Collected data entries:
● ● ● ● ● ● ●

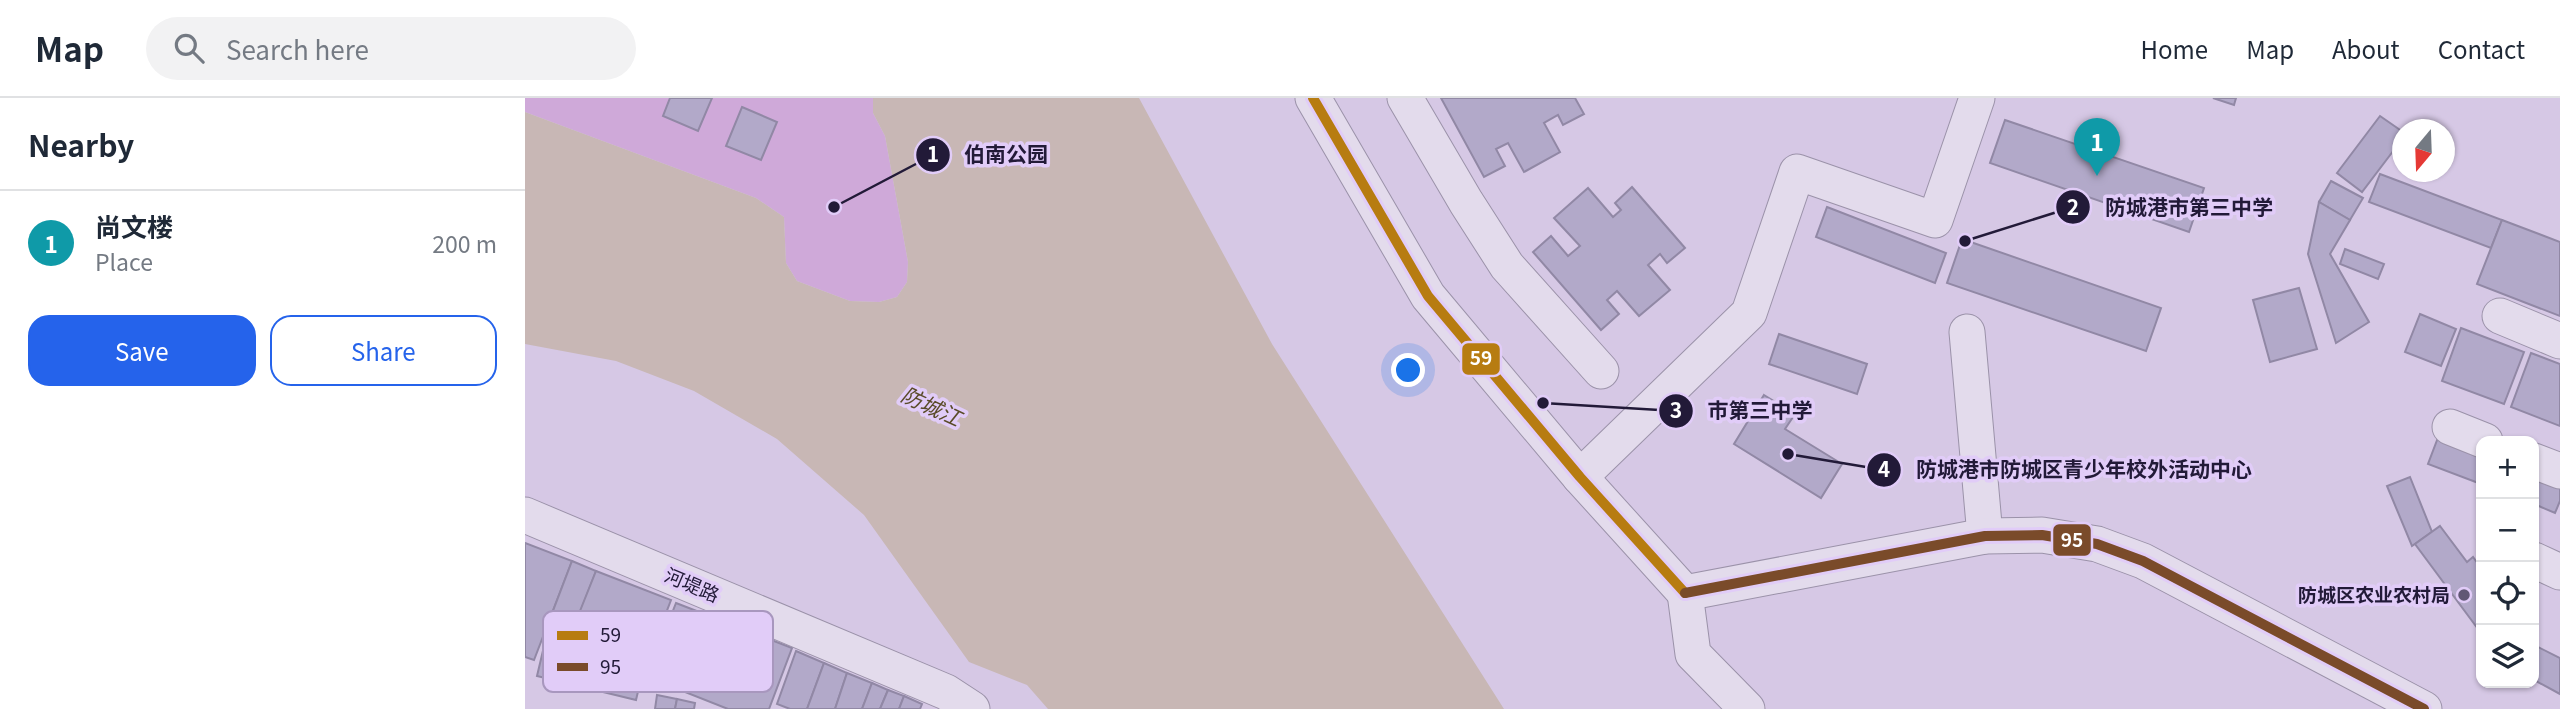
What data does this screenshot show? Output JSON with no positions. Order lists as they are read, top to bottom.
{
  "streets": {
    "street": ["河堤路"]
  },
  "water": ["防城江"],
  "places": [
    "伯南公园",
    "防城港市第三中学",
    "巿第三中学",
    "防城港市防城区青少年校外活动中心",
    "防城区农业农村局"
  ],
  "lines": ["transit line 59", "transit line 95"],
  "legend": ["59", "95"],
  "north": "bottom",
  "page": {
    "header": "Map",
    "search": "Search here",
    "nav": [
      "Home",
      "Map",
      "About",
      "Contact"
    ],
    "heading": "Nearby",
    "pins": "1",
    "list": [
      {
        "mark": "1",
        "name": "尚文楼",
        "note": "Place",
        "value": "200 m"
      }
    ],
    "buttons": ["Save", "Share"],
    "map_buttons": ["+", "−"]
  }
}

● ● ● ● ● ● ●

What you have to do:
Exactly as written, give the entries above again, with no images.

Result:
What data does this screenshot show? Output JSON with no positions. Order lists as they are read, top to bottom.
{
  "streets": {
    "street": ["河堤路"]
  },
  "water": ["防城江"],
  "places": [
    "伯南公园",
    "防城港市第三中学",
    "巿第三中学",
    "防城港市防城区青少年校外活动中心",
    "防城区农业农村局"
  ],
  "lines": ["transit line 59", "transit line 95"],
  "legend": ["59", "95"],
  "north": "bottom",
  "page": {
    "header": "Map",
    "search": "Search here",
    "nav": [
      "Home",
      "Map",
      "About",
      "Contact"
    ],
    "heading": "Nearby",
    "pins": "1",
    "list": [
      {
        "mark": "1",
        "name": "尚文楼",
        "note": "Place",
        "value": "200 m"
      }
    ],
    "buttons": ["Save", "Share"],
    "map_buttons": ["+", "−"]
  }
}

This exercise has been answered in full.